* [Dataset content]:
:::
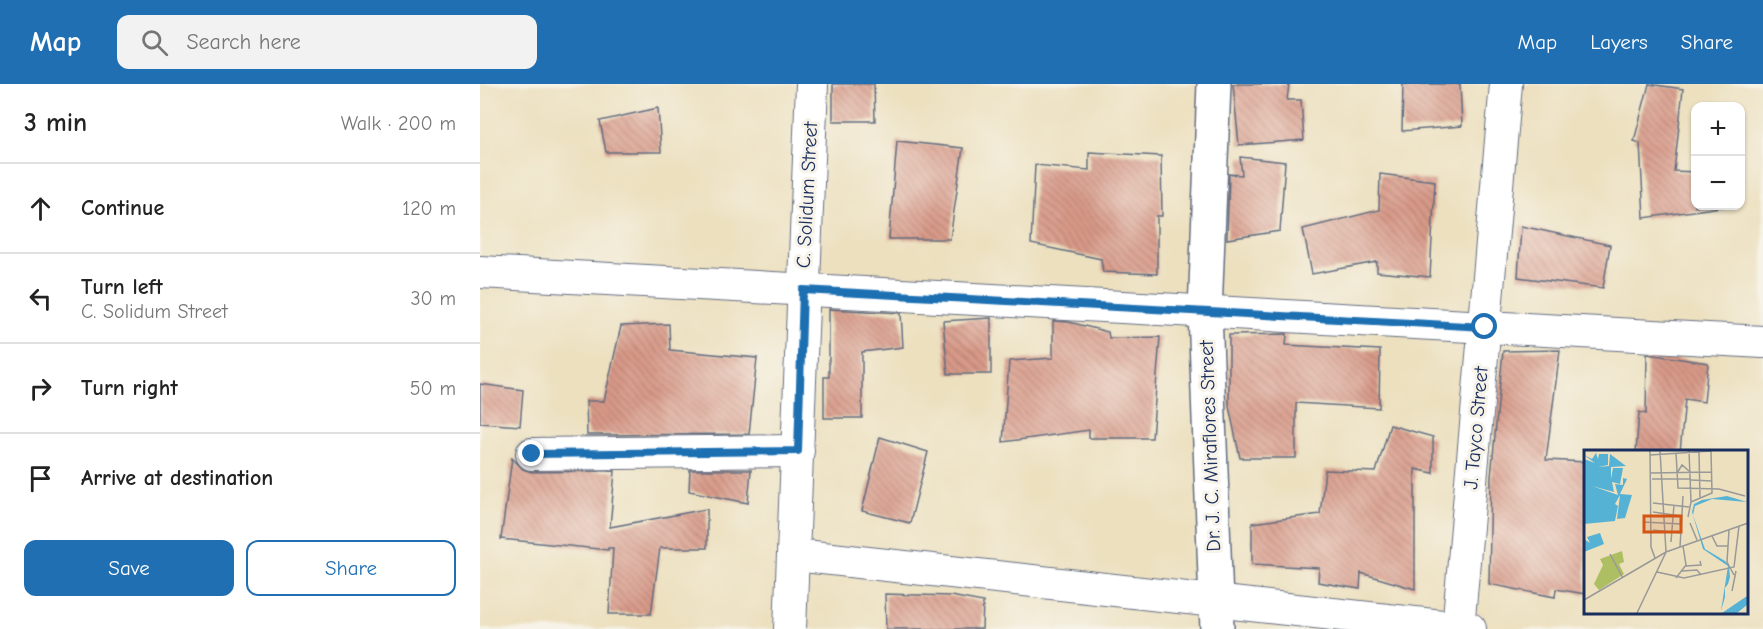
<!DOCTYPE html>
<html lang="en">
<head>
<meta charset="utf-8">
<style>
  :root { --surface:#fff; --page:#f2f2f2; --text:#222; --muted:#767676; --line:#e0e0e0; --accent:#1f6fb2 }
  body { margin:0; font-family:"Comic Neue",sans-serif; background:var(--page); color:var(--text) }
  .controls { position:absolute; right:18px; top:18px; display:grid; overflow:hidden; border-radius:12px; box-shadow:0 2px 4px #0004 }
  .controls button { width:54px; height:54px; display:grid; place-items:center; padding:0; border:0; border-bottom:2px solid var(--line); background:var(--surface); color:var(--text); font:30px sans-serif }
  .stop { position:absolute; width:18px; height:18px; margin:-14px; border:4px solid #1f6fb2; border-radius:50%; background:#fff }
  .stop.end { background:#1f6fb2; border-color:#fff; box-shadow:0 2px 6px #0008 }
  .list { margin:0; padding:0; list-style:none }
  h2 { display:flex; justify-content:space-between; align-items:center; height:78px; margin:0; padding:0 24px; font-size:26px }
  h2 small { font-size:20px; font-weight:400; color:var(--muted) }
  .list li { display:grid; grid-template-columns:39px 1fr auto; gap:18px; align-items:center; box-sizing:border-box; height:90px; padding:0 24px; border-top:2px solid var(--line) }
  .list b { display:block; font-size:22px; white-space:nowrap }
  .list p { margin:0; font-size:20px; white-space:nowrap; color:var(--muted) }
  .list em { font-size:20px; font-style:normal; color:var(--muted) }
  .actions { display:flex; gap:12px; padding:18px 24px }
  .actions a { flex:1; padding:14px 0; border:2px solid var(--accent); border-radius:12px; text-align:center; font-size:21px; color:var(--accent) }
  .actions .main { background:var(--accent); color:#fff }
  .icon { flex:none; width:33px; height:33px; fill:none; stroke:currentColor; stroke-width:2; stroke-linecap:round; stroke-linejoin:round }
  .map { position:relative; flex:none; width:1283px; height:545px; overflow:hidden }
  header { display:flex; align-items:center; gap:36px; box-sizing:border-box; height:84px; padding:0 30px; background:var(--accent); color:#fff }
  header strong { font-size:28px }
  nav { display:flex; gap:33px; margin-inline-start:auto; font-size:21px }
  .search { width:420px; height:54px; background:var(--page); display:flex; align-items:center; gap:15px; box-sizing:border-box; padding:0 21px; border-radius:12px; color:var(--muted); font-size:22px }
  main { display:flex }
  aside { flex:1; background:var(--surface) }
  .map>svg:first-child { display:block }
  .building { fill:url(#building-back-hatch) }
  .lines { fill:none; stroke-linecap:round; stroke-linejoin:round }
  .street-casing { stroke:#646d80; stroke-width:34 }
  .secondary-casing { stroke:#646d80; stroke-width:36 }
  .street { stroke:#fff; stroke-width:32 }
  .secondary { stroke:#fff; stroke-width:33 }
  .route { stroke:#1f6fb2; stroke-width:8 }
  .labels { text-anchor:middle; dominant-baseline:central; stroke-width:6; stroke-linejoin:round; paint-order:stroke }
  .street-label { font-size:20px; fill:#1b2f5e; stroke:#f7f3e8 }
  .inset-road { fill:none; stroke:#989998; stroke-width:1.5 }
  .view { fill:#d45514; fill-opacity:0.15; stroke:#d45514; stroke-width:3 }
  .inset-edge { fill:none; stroke:#1b2f5e; stroke-width:3 }
</style>
</head>
<body>
<header>
<strong>Map</strong>
<div class="search"><svg class="icon" aria-label="search" viewBox="0 0 24 24"><circle cx="10" cy="10" r="6"/><path d="M15 15l6 6"/></svg>Search here</div>
<nav><a>Map</a><a>Layers</a><a>Share</a></nav>
</header>
<main>
<aside>
<h2>3 min<small>Walk · 200 m</small></h2>
<ul class="list">
<li><svg class="icon" aria-label="ahead" viewBox="0 0 24 24"><path d="M12 20V5M6 11l6-6 6 6"/></svg><div><b>Continue</b></div><em>120 m</em></li>
<li><svg class="icon" aria-label="left" viewBox="0 0 24 24"><path d="M17 20v-9H6M10 6l-5 5 5 5"/></svg><div><b>Turn left</b><p>C. Solidum Street</p></div><em>30 m</em></li>
<li><svg class="icon" aria-label="right" viewBox="0 0 24 24"><path d="M7 20v-9h11M14 6l5 5-5 5"/></svg><div><b>Turn right</b></div><em>50 m</em></li>
<li><svg class="icon" aria-label="arrive" viewBox="0 0 24 24"><path d="M6 21V4h12l-3 4 3 4H6"/></svg><div><b>Arrive at destination</b></div></li>
</ul>
<div class="actions"><a class="main">Save</a><a>Share</a></div>
</aside>
<div class="map">
<svg width="1283" height="545" viewBox="0 0 1283 545">
  <defs>
    <pattern id="building-back-hatch" width="6" height="6" patternUnits="userSpaceOnUse" patternTransform="scale(1.5)"><rect width="6" height="6" fill="#d99a88"/><path d="M-1 5l2 2M0 0l6 6M5-1l2 2" fill="none" stroke="#af7e72"/></pattern>
  </defs>
  <rect width="100%" height="100%" fill="#f7f3e8"/>
  <filter id="ink" filterUnits="userSpaceOnUse"><feTurbulence type="fractalNoise" baseFrequency=".0167" numOctaves="2"/><feDisplacementMap in="SourceGraphic" scale="12" xChannelSelector="R" yChannelSelector="G"/><feConvolveMatrix kernelMatrix="1 2 1 2 8 2 1 2 1" color-interpolation-filters="sRGB"/></filter>
  <filter id="wash" filterUnits="userSpaceOnUse"><feTurbulence type="fractalNoise" baseFrequency=".008" numOctaves="4" result="noise"/><feDisplacementMap in="SourceGraphic" scale="24" xChannelSelector="R" yChannelSelector="G"/><feGaussianBlur stdDeviation="1.35" result="paint"/><feColorMatrix in="noise" values="0 0 0 0 0 0 0 0 0 0 0 0 0 0 0 0 0 1.4 0 .05"/><feComposite in="paint" operator="in"/></filter>
  <g filter="url(#wash)">
    <rect width="100%" height="100%" fill="#ece0bf"/>
    <g id="blocks">
      <g class="building">
        <polygon points="353,0 394,0 395,37 353,37"/>
        <polygon points="753,0 809,0 807,16 821,16 824,56 759,61"/>
        <polygon points="923,0 980,0 982,42 922,47"/>
        <polygon points="1169,0 1203,5 1194,87 1215,88 1215,122 1248,122 1164,134 1160,59 1154,57"/>
        <polygon points="178,24 181,68 126,68 120,37"/>
        <polygon points="417,57 483,64 470,155 409,155"/>
        <polygon points="609,68 681,72 682,132 677,132 677,190 623,188 621,175 551,160 555,81 609,86"/>
        <polygon points="760,73 805,78 800,147 747,155 749,90 762,91"/>
        <polygon points="900,90 955,97 950,193 897,188 897,178 832,190 823,145 899,126"/>
        <polygon points="1041,142 1130,161 1123,204 1038,193"/>
        <polygon points="349,225 421,229 423,263 382,268 382,334 344,334 344,293 349,293"/>
        <polygon points="511,234 511,290 468,290 463,237"/>
        <polygon points="573,237 589,238 628,248 629,254 680,253 672,354 609,354 609,346 523,358 529,277 573,274"/>
        <polygon points="189,240 190,266 277,274 269,350 107,351 106,317 124,317 141,242"/>
        <polygon points="807,250 806,261 900,266 899,324 816,319 816,374 760,374 749,322 749,251"/>
        <polygon points="1080,266 1066,376 1106,378 1106,510 1076,505 1075,513 1009,500 1011,393 1023,267"/>
        <polygon points="1167,270 1228,279 1224,318 1205,315 1200,368 1156,368 1159,328 1166,330"/>
        <polygon points="0,300 43,306 40,342 0,339"/>
        <polygon points="910,341 953,353 953,389 935,385 935,505 881,489 880,505 838,498 839,484 772,480 772,439 840,430 845,386 896,388"/>
        <polygon points="400,353 448,368 430,439 382,427"/>
        <polygon points="32,374 43,385 52,388 135,387 130,443 227,425 227,464 180,464 171,530 129,530 133,464 128,464 128,466 21,455"/>
        <polygon points="210,386 271,386 268,419 209,407"/>
        <polygon points="405,510 471,512 503,518 502,545 406,545"/>
      </g>
    </g>
  </g>
  <g filter="url(#ink)">
    <use href="#blocks" fill-opacity="0" stroke="#646d80" stroke-width="1.5"/>
    <g class="lines">
      <defs>
        <g id="street">
          <polyline points="0,188 1283,258"/>
          <polyline points="52,370 318,367"/>
          <polyline points="315,471 990,545"/>
          <polyline points="310,545 332,0"/>
          <polyline points="978,545 1026,0"/>
        </g>
        <polyline id="secondary" points="734,0 725,228 737,545"/>
      </defs>
      <use href="#street" class="street-casing"/>
      <use href="#secondary" class="secondary-casing"/>
      <use href="#street" class="street"/>
      <use href="#secondary" class="secondary"/>
    </g>
  </g>
  <g class="lines" filter="url(#ink)">
    <polyline class="route" points="52,370 318,367 323,206 1005,243"/>
  </g>
  <g class="labels">
    <g class="street-label">
      <text transform="translate(327 111) rotate(-87)">C. Solidum Street</text>
      <text transform="translate(996 344) rotate(-85)">J. Tayco Street</text>
      <text transform="translate(730 362) rotate(-92)">Dr. J. C. Miraflores Street</text>
    </g>
  </g>
  <g transform="translate(1104 366)">
    <rect width="164" height="164" fill="#ece0bf"/>
    <path d="M38 101 40 112 35 114 40 124 15 140 10 134 19 115 16 109Z" fill="#adbf62"/>
    <path d="M12 3 14 9 15 4H24V15L14 17 25 16 26 4 42 16 27 17V29L29 18H39L36 34 28 32 30 42 8 36 34 45 31 34 39 35V28L43 29 36 44 48 45 41 68 33 69 36 45 31 54 34 56 31 71 0 74V9L11 13 0 5 8 9ZM143 46 163 52 128 49 111 56 109 65 121 99 141 111 145 116 146 127 144 134 141 138V147L137 161 144 116 119 99 108 62 110 54 118 50ZM16 83 20 94 0 102V89L6 93 3 87ZM163 146V155L153 163H138Z" fill="#56b2d4"/>
    <path class="inset-road" d="M66 1 67 97 71 108M115 2 116 48M92 3 94 38 135 39 161 46M66 5 127 1M67 23 128 22M93 23 98 15 105 21M68 29H107M107 30 128 31M107 52 128 43 127 1M69 53 105 57M69 62 97 66M104 67 107 52 105 1M59 72 97 74M106 73 113 90M69 80 97 83M145 80 143 112 150 125M128 86 133 96H144M87 92 90 55M96 97 99 46M26 104 39 128M102 116 117 115 116 111M98 121 113 120 117 125M73 122 100 128 150 117 155 76M92 128 102 115 99 96M148 141 152 121M0 150 82 102 164 73M53 163 82 102 76 1"/>
    <path class="view" d="M60 66H97V82H60Z"/>
    <rect width="164" height="164" class="inset-edge"/>
  </g>
</svg>
<div class="controls">
<button>+</button>
<button>−</button>
</div>
<div class="stop" style="left:1005px;top:243px"></div>
<div class="stop end" style="left:52px;top:370px"></div>
</div>
</main>
</body>
</html>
:::
* [About this task]: Give again, word for word, only the lines that run from the top of the data above through the line with "margin:0; font-size:20px; white-space:nowrap;". Drop the pictures.

* [Output of the task]:
<!DOCTYPE html>
<html lang="en">
<head>
<meta charset="utf-8">
<style>
  :root { --surface:#fff; --page:#f2f2f2; --text:#222; --muted:#767676; --line:#e0e0e0; --accent:#1f6fb2 }
  body { margin:0; font-family:"Comic Neue",sans-serif; background:var(--page); color:var(--text) }
  .controls { position:absolute; right:18px; top:18px; display:grid; overflow:hidden; border-radius:12px; box-shadow:0 2px 4px #0004 }
  .controls button { width:54px; height:54px; display:grid; place-items:center; padding:0; border:0; border-bottom:2px solid var(--line); background:var(--surface); color:var(--text); font:30px sans-serif }
  .stop { position:absolute; width:18px; height:18px; margin:-14px; border:4px solid #1f6fb2; border-radius:50%; background:#fff }
  .stop.end { background:#1f6fb2; border-color:#fff; box-shadow:0 2px 6px #0008 }
  .list { margin:0; padding:0; list-style:none }
  h2 { display:flex; justify-content:space-between; align-items:center; height:78px; margin:0; padding:0 24px; font-size:26px }
  h2 small { font-size:20px; font-weight:400; color:var(--muted) }
  .list li { display:grid; grid-template-columns:39px 1fr auto; gap:18px; align-items:center; box-sizing:border-box; height:90px; padding:0 24px; border-top:2px solid var(--line) }
  .list b { display:block; font-size:22px; white-space:nowrap }
  .list p { margin:0; font-size:20px; white-space:nowrap; color:var(--muted) }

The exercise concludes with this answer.